----- Records for the task -----
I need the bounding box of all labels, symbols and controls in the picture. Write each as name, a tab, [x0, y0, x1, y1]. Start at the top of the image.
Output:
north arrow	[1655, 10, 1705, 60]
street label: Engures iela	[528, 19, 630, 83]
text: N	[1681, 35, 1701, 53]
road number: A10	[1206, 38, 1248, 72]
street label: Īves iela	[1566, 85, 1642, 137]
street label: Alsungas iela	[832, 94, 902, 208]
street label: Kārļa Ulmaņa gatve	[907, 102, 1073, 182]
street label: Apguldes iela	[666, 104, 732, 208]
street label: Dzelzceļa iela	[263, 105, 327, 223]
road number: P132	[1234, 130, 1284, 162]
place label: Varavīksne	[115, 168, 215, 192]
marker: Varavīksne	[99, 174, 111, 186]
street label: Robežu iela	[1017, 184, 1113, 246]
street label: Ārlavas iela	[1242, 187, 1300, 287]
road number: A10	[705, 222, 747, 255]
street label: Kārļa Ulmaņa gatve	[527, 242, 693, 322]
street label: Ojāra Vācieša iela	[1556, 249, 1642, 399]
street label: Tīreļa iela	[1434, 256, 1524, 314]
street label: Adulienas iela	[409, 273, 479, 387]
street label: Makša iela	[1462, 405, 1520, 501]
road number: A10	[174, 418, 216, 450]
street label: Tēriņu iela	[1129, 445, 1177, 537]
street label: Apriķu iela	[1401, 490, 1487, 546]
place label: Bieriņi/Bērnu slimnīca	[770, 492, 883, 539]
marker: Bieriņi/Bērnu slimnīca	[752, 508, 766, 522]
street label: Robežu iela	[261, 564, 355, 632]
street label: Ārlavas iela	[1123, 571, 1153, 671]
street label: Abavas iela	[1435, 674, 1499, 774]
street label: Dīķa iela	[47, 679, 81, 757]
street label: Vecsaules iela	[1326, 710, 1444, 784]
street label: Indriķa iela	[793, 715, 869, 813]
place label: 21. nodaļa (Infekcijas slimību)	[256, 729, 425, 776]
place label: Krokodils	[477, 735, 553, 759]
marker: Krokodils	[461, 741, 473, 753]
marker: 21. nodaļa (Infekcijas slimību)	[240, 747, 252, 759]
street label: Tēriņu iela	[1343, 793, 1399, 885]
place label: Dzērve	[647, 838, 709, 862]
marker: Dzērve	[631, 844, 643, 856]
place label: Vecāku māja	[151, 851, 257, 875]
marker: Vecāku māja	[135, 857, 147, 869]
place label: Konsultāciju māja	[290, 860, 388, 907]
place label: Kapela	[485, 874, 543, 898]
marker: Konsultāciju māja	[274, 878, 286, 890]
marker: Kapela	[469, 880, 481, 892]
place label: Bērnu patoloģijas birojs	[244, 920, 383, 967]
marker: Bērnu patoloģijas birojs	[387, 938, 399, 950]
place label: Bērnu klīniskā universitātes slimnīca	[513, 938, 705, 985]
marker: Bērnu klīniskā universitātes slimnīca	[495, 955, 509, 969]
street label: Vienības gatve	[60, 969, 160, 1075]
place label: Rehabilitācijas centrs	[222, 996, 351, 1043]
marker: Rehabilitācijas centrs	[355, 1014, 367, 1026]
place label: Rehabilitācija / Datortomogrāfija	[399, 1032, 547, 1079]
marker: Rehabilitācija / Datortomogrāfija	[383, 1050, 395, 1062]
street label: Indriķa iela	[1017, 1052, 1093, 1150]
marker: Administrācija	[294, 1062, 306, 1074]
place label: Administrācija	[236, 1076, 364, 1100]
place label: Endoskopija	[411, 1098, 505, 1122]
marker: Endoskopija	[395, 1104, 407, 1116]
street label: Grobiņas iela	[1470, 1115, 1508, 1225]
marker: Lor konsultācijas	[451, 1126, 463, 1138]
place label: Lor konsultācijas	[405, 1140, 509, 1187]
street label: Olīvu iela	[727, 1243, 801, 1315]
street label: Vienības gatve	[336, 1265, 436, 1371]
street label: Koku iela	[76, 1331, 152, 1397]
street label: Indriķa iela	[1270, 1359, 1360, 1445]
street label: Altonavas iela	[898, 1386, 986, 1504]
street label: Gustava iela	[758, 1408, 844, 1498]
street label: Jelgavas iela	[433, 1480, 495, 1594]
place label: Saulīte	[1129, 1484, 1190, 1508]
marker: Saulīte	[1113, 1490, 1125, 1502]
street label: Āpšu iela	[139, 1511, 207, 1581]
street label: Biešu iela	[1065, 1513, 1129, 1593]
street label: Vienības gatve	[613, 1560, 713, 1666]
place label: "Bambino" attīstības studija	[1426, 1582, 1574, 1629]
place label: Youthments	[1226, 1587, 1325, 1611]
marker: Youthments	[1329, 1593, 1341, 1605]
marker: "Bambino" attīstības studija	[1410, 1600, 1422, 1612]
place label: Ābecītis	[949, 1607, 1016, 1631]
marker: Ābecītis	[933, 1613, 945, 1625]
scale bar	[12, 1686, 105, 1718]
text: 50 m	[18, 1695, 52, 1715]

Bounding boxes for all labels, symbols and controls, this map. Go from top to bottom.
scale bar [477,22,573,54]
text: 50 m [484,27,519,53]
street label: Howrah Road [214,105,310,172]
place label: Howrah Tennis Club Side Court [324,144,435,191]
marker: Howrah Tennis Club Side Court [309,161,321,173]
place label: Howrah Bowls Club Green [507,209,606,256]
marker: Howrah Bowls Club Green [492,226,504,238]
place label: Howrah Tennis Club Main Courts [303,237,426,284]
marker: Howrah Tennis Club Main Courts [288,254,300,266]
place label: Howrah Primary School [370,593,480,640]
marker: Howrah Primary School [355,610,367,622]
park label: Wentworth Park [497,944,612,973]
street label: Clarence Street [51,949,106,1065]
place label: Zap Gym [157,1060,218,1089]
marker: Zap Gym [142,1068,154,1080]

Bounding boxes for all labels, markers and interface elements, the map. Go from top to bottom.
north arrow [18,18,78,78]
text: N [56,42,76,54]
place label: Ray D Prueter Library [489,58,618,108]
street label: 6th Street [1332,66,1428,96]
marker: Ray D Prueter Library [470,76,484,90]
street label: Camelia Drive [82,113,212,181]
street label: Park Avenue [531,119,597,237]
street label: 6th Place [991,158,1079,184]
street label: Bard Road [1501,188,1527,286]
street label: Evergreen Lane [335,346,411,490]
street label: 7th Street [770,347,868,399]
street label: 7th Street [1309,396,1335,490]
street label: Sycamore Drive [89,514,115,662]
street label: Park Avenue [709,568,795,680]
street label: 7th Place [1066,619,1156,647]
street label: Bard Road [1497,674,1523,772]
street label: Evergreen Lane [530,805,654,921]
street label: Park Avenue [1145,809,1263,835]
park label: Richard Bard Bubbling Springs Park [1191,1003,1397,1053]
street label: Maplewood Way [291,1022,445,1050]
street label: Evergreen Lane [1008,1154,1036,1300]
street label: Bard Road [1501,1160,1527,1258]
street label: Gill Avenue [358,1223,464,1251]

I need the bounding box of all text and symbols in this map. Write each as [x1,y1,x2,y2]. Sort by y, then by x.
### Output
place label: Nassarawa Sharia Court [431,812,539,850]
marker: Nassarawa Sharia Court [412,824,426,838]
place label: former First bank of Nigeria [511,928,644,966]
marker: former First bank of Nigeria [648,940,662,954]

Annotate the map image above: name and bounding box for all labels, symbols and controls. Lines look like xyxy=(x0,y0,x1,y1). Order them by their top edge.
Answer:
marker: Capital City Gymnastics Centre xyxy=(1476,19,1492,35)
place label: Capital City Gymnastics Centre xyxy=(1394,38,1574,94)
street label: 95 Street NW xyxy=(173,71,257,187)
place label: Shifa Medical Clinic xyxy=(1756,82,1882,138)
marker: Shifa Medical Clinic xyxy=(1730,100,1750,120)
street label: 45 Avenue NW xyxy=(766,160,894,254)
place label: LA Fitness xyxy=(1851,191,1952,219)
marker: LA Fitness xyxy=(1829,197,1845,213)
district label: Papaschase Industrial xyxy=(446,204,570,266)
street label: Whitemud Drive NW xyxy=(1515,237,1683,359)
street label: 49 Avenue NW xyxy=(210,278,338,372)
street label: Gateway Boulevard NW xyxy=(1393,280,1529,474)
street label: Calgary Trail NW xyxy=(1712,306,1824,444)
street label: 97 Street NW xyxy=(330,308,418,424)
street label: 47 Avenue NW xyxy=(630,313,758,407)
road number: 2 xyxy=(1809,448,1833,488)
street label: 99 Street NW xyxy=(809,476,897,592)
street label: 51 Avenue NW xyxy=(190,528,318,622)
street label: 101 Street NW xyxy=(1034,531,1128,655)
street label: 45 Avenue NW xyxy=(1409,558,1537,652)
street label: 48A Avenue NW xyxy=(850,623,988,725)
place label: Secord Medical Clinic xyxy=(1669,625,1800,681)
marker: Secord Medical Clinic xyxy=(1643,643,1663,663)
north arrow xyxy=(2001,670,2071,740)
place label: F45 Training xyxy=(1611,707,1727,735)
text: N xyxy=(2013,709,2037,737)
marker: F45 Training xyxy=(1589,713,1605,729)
-----
Return only the number of lines in the data that hold the string "Capital".

2